**ACTIVITY**
In the copy, include no pictures. Reproduce the rest of the entries exactly.

**RECORDS PROVIDED**
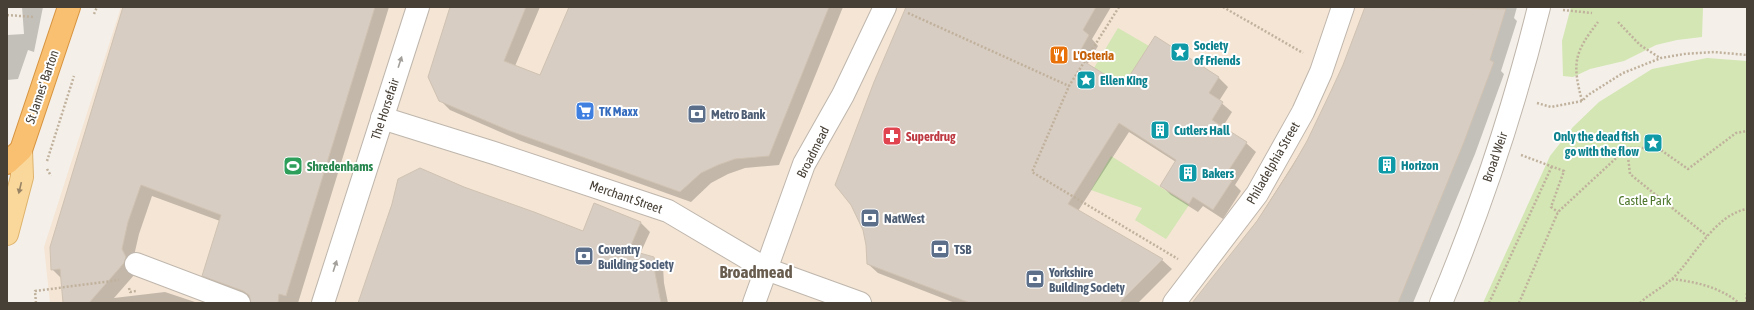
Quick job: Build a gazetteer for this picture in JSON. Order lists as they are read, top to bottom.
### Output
{
  "streets": {
    "highway": ["St James' Barton"],
    "street": [
      "The Horsefair",
      "Broadmead",
      "Broad Weir",
      "Philadelphia Street",
      "Merchant Street"
    ]
  },
  "crossings": [
    ["The Horsefair", "Merchant Street"],
    ["Broadmead", "Merchant Street"]
  ],
  "one_way": ["The Horsefair"],
  "districts": ["Broadmead"],
  "parks": ["Castle Park"],
  "places": {
    "place": ["Society of Friends", "Ellen King", "Only the dead fish go with the flow"],
    "restaurant": ["L'Osteria"],
    "supermarket": ["TK Maxx"],
    "bank": [
      "Metro Bank",
      "NatWest",
      "TSB",
      "Coventry Building Society",
      "Yorkshire Building Society"
    ],
    "building": ["Cutlers Hall", "Horizon", "Bakers"],
    "pharmacy": ["Superdrug"],
    "sports": ["Shredenhams"]
  }
}
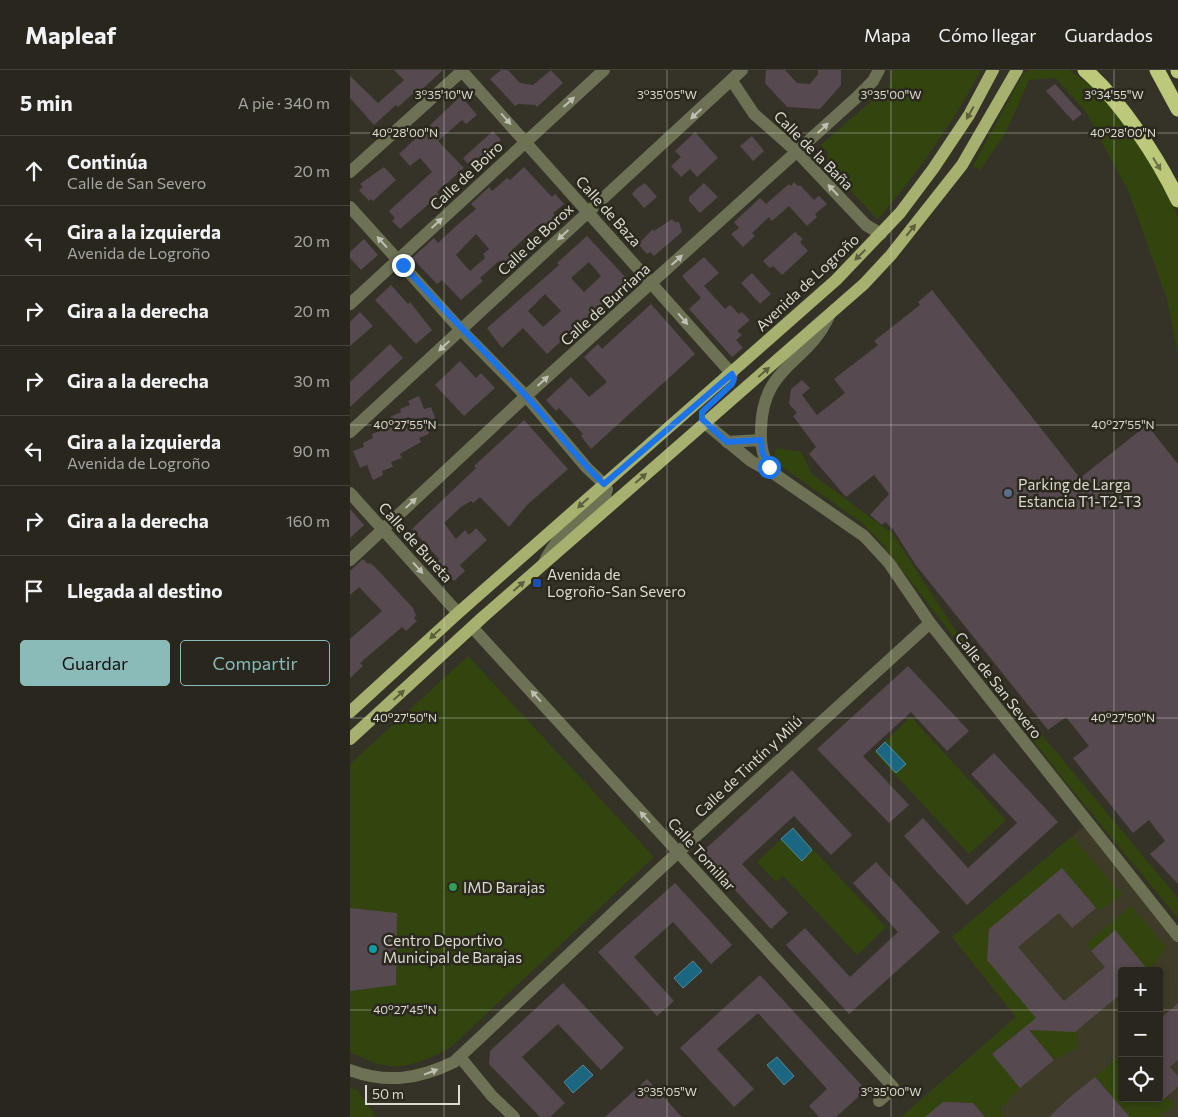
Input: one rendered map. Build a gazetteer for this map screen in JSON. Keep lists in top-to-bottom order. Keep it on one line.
{"streets":{"main road":["Avenida de Logroño"],"street":["Calle de la Baña","Calle de Boiro","Calle de Baza","Calle de Borox","Calle de Burriana","Calle de Bureta","Calle de San Severo","Calle de Tintín y Milú","Calle Tomillar"]},"crossings":[["Calle de la Baña","Calle de Borox"],["Calle de la Baña","Avenida de Logroño"],["Calle de la Baña","Calle de Burriana"],["Calle de Boiro","Calle de Baza"],["Calle de Baza","Calle de Borox"],["Calle de Baza","Avenida de Logroño"],["Calle de Baza","Calle de Burriana"],["Avenida de Logroño","Calle de Bureta"],["Calle de Burriana","Calle de Bureta"],["Calle de San Severo","Calle de Tintín y Milú"],["Calle de Tintín y Milú","Calle Tomillar"]],"one_way":["Calle de la Baña","Calle de Baza","Calle de Borox","Calle de Burriana","Calle de Bureta","Calle Tomillar"],"places":{"other":["Parking de Larga Estancia T1-T2-T3","IMD Barajas","Centro Deportivo Municipal de Barajas"],"transit":["Avenida de Logroño-San Severo"]},"scale_bar":"50 m","page":{"header":"Mapleaf","nav":["Mapa","Cómo llegar","Guardados"],"heading":["5 min","A pie · 340 m"],"list":[["Continúa","Calle de San Severo","20 m"],["Gira a la izquierda","Avenida de Logroño","20 m"],["Gira a la derecha","20 m"],["Gira a la derecha","30 m"],["Gira a la izquierda","Avenida de Logroño","90 m"],["Gira a la derecha","160 m"],"Llegada al destino"],"buttons":["Guardar","Compartir"],"map_buttons":["+","−"],"scale":"50 m"},"coordinates":["3°35'10\"W","3°35'05\"W","3°35'00\"W","3°34'55\"W","40°28'00\"N","40°27'55\"N","40°27'50\"N","40°27'45\"N"]}
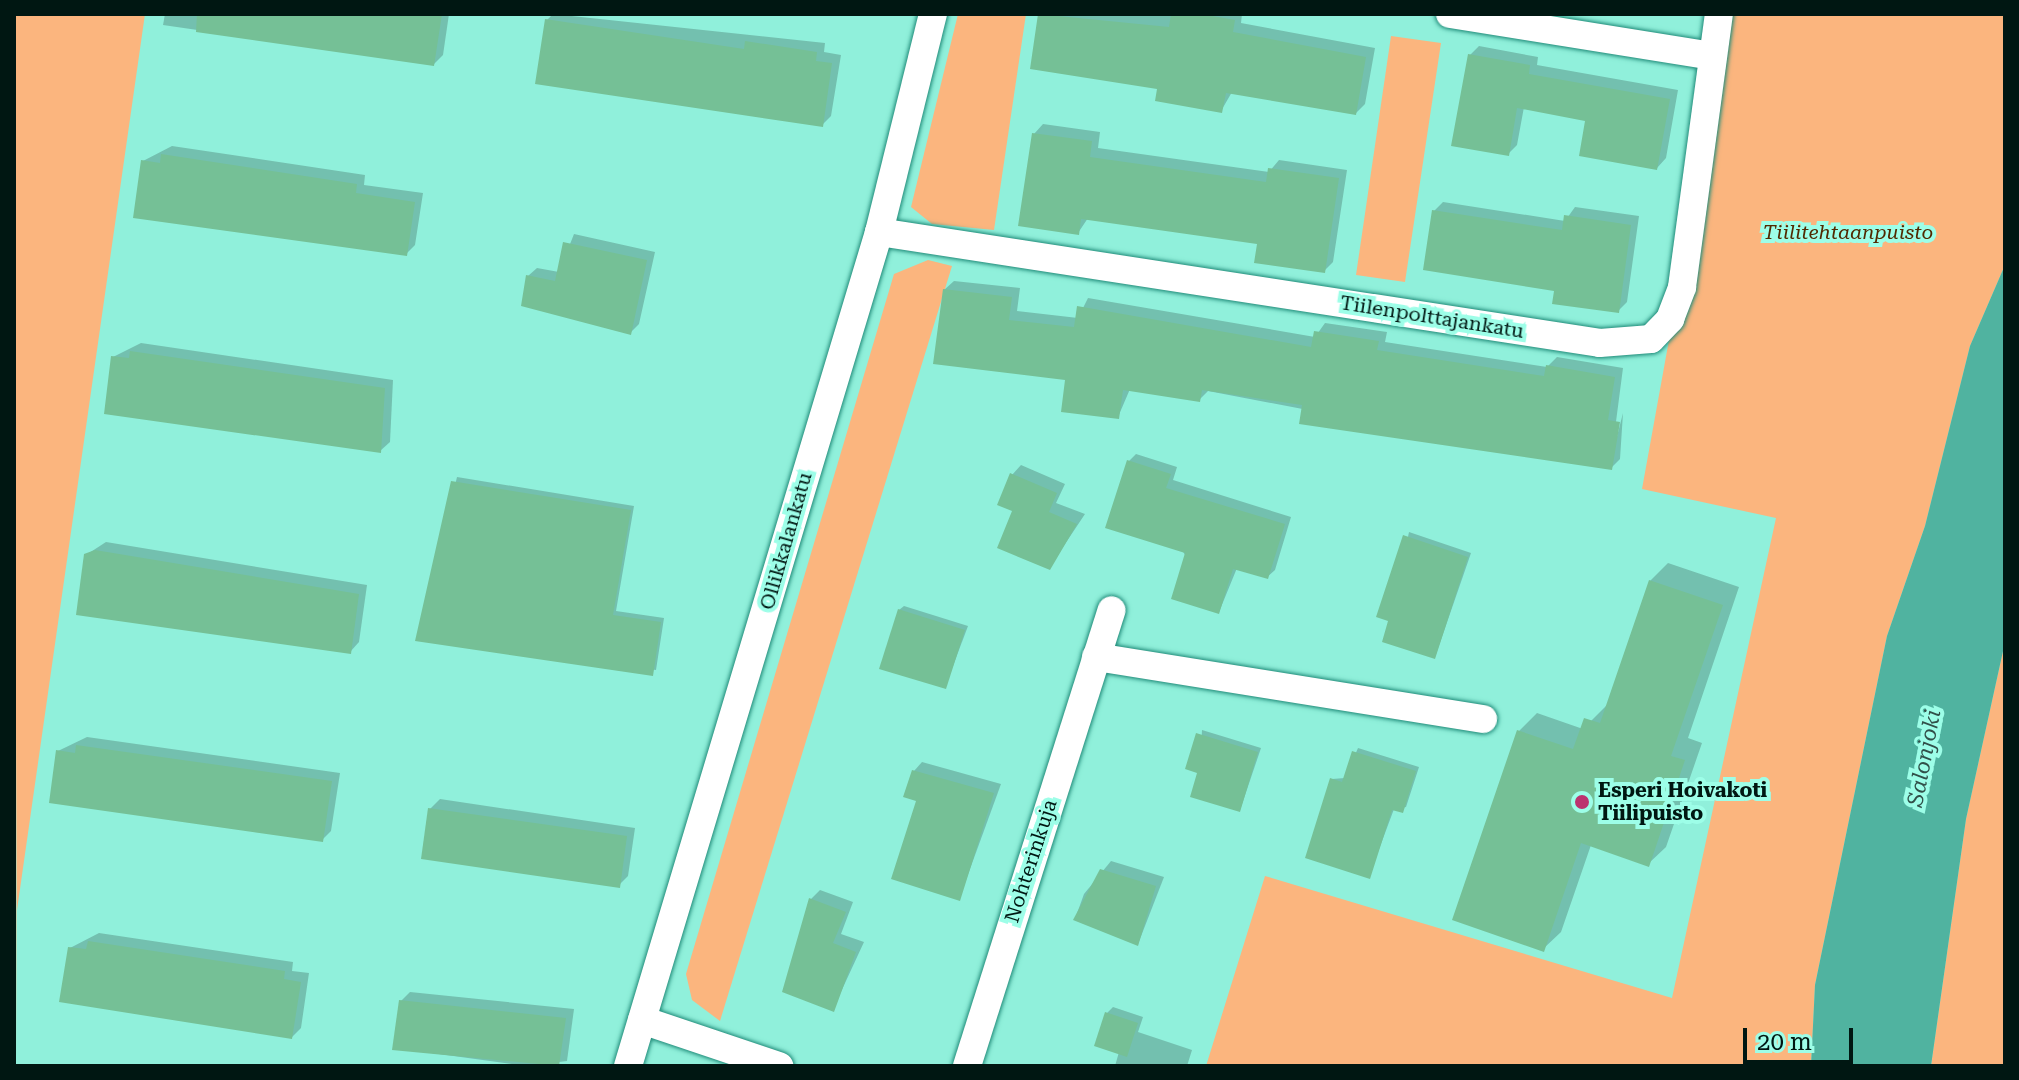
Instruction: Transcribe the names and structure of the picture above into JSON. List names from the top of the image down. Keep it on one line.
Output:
{"streets":{"street":["Tiilenpolttajankatu","Ollikkalankatu","Nohterinkuja"]},"crossings":[["Tiilenpolttajankatu","Ollikkalankatu"]],"water":["Salonjoki"],"parks":["Tiilitehtaanpuisto"],"places":["Esperi Hoivakoti Tiilipuisto"],"scale_bar":"20 m"}
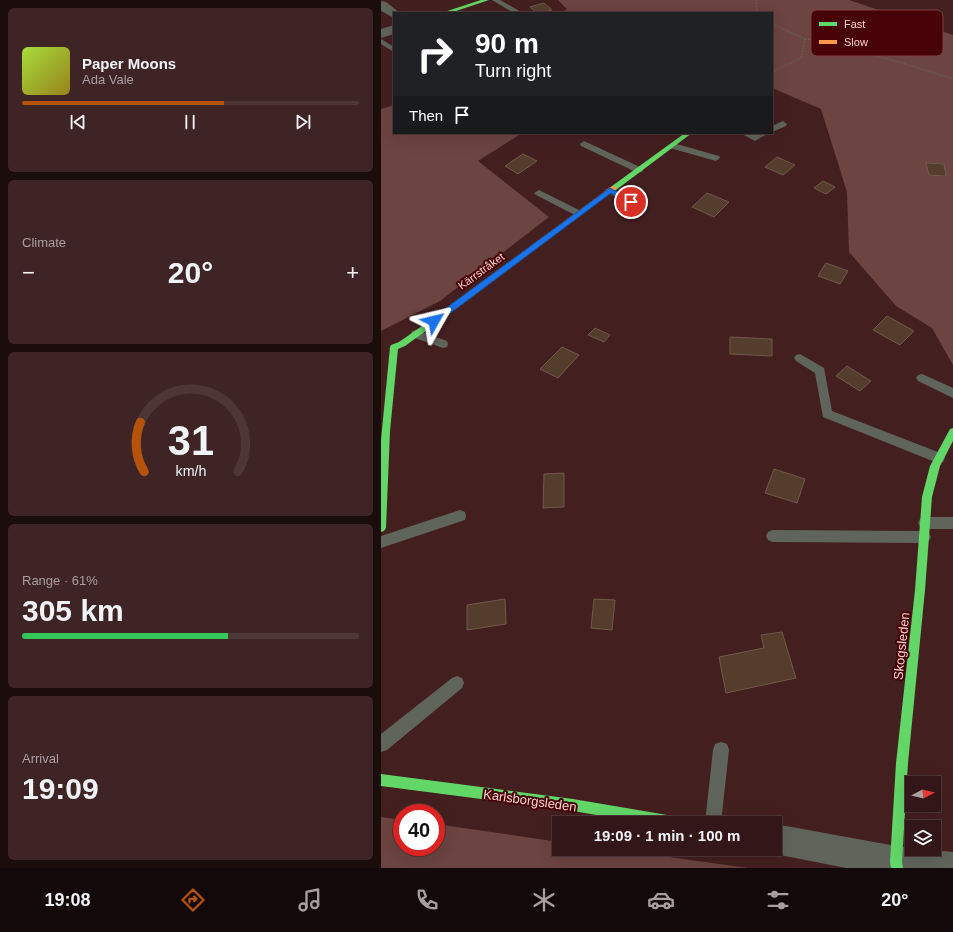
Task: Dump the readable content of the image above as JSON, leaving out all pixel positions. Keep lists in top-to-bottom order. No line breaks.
{"streets":{"street":["Kärrstråket","Skogsleden","Karlsborgsleden"]},"legend":["Fast","Slow"],"north":"right","page":{"turn":["90 m","Turn right"],"song":["Paper Moons","Ada Vale"],"then":"Then","tile":["Climate",["Range · 61%","305 km"],["Arrival","19:09"]],"heat":["−","20°","+"],"limit":"40","trip":"19:09 · 1 min · 100 m","tabs":["19:08","20°"],"gauge":["31","km/h"]}}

**ANSWER BOX**
Quick job: Build a gazetteer for this picture in JSON. Order lists as they are read, top to bottom.
### Output
{
  "streets": {
    "highway": ["St James' Barton"],
    "street": [
      "The Horsefair",
      "Broadmead",
      "Broad Weir",
      "Philadelphia Street",
      "Merchant Street"
    ]
  },
  "crossings": [
    ["The Horsefair", "Merchant Street"],
    ["Broadmead", "Merchant Street"]
  ],
  "one_way": ["The Horsefair"],
  "districts": ["Broadmead"],
  "parks": ["Castle Park"],
  "places": {
    "place": ["Society of Friends", "Ellen King", "Only the dead fish go with the flow"],
    "restaurant": ["L'Osteria"],
    "supermarket": ["TK Maxx"],
    "bank": [
      "Metro Bank",
      "NatWest",
      "TSB",
      "Coventry Building Society",
      "Yorkshire Building Society"
    ],
    "building": ["Cutlers Hall", "Horizon", "Bakers"],
    "pharmacy": ["Superdrug"],
    "sports": ["Shredenhams"]
  }
}
Input: one rendered map. Build a gazetteer for this map screen in JSON. Keep lists in top-to-bottom order. Keep it on one line.
{"streets":{"main road":["Avenida de Logroño"],"street":["Calle de la Baña","Calle de Boiro","Calle de Baza","Calle de Borox","Calle de Burriana","Calle de Bureta","Calle de San Severo","Calle de Tintín y Milú","Calle Tomillar"]},"crossings":[["Calle de la Baña","Calle de Borox"],["Calle de la Baña","Avenida de Logroño"],["Calle de la Baña","Calle de Burriana"],["Calle de Boiro","Calle de Baza"],["Calle de Baza","Calle de Borox"],["Calle de Baza","Avenida de Logroño"],["Calle de Baza","Calle de Burriana"],["Avenida de Logroño","Calle de Bureta"],["Calle de Burriana","Calle de Bureta"],["Calle de San Severo","Calle de Tintín y Milú"],["Calle de Tintín y Milú","Calle Tomillar"]],"one_way":["Calle de la Baña","Calle de Baza","Calle de Borox","Calle de Burriana","Calle de Bureta","Calle Tomillar"],"places":{"other":["Parking de Larga Estancia T1-T2-T3","IMD Barajas","Centro Deportivo Municipal de Barajas"],"transit":["Avenida de Logroño-San Severo"]},"scale_bar":"50 m","page":{"header":"Mapleaf","nav":["Mapa","Cómo llegar","Guardados"],"heading":["5 min","A pie · 340 m"],"list":[["Continúa","Calle de San Severo","20 m"],["Gira a la izquierda","Avenida de Logroño","20 m"],["Gira a la derecha","20 m"],["Gira a la derecha","30 m"],["Gira a la izquierda","Avenida de Logroño","90 m"],["Gira a la derecha","160 m"],"Llegada al destino"],"buttons":["Guardar","Compartir"],"map_buttons":["+","−"],"scale":"50 m"},"coordinates":["3°35'10\"W","3°35'05\"W","3°35'00\"W","3°34'55\"W","40°28'00\"N","40°27'55\"N","40°27'50\"N","40°27'45\"N"]}
Instruction: Transcribe the names and structure of the picture above into JSON. List names from the top of the image down. Keep it on one line.
Output:
{"streets":{"street":["Tiilenpolttajankatu","Ollikkalankatu","Nohterinkuja"]},"crossings":[["Tiilenpolttajankatu","Ollikkalankatu"]],"water":["Salonjoki"],"parks":["Tiilitehtaanpuisto"],"places":["Esperi Hoivakoti Tiilipuisto"],"scale_bar":"20 m"}
Task: Dump the readable content of the image above as JSON, leaving out all pixel positions. Keep lists in top-to-bottom order. No line breaks.
{"streets":{"street":["Kärrstråket","Skogsleden","Karlsborgsleden"]},"legend":["Fast","Slow"],"north":"right","page":{"turn":["90 m","Turn right"],"song":["Paper Moons","Ada Vale"],"then":"Then","tile":["Climate",["Range · 61%","305 km"],["Arrival","19:09"]],"heat":["−","20°","+"],"limit":"40","trip":"19:09 · 1 min · 100 m","tabs":["19:08","20°"],"gauge":["31","km/h"]}}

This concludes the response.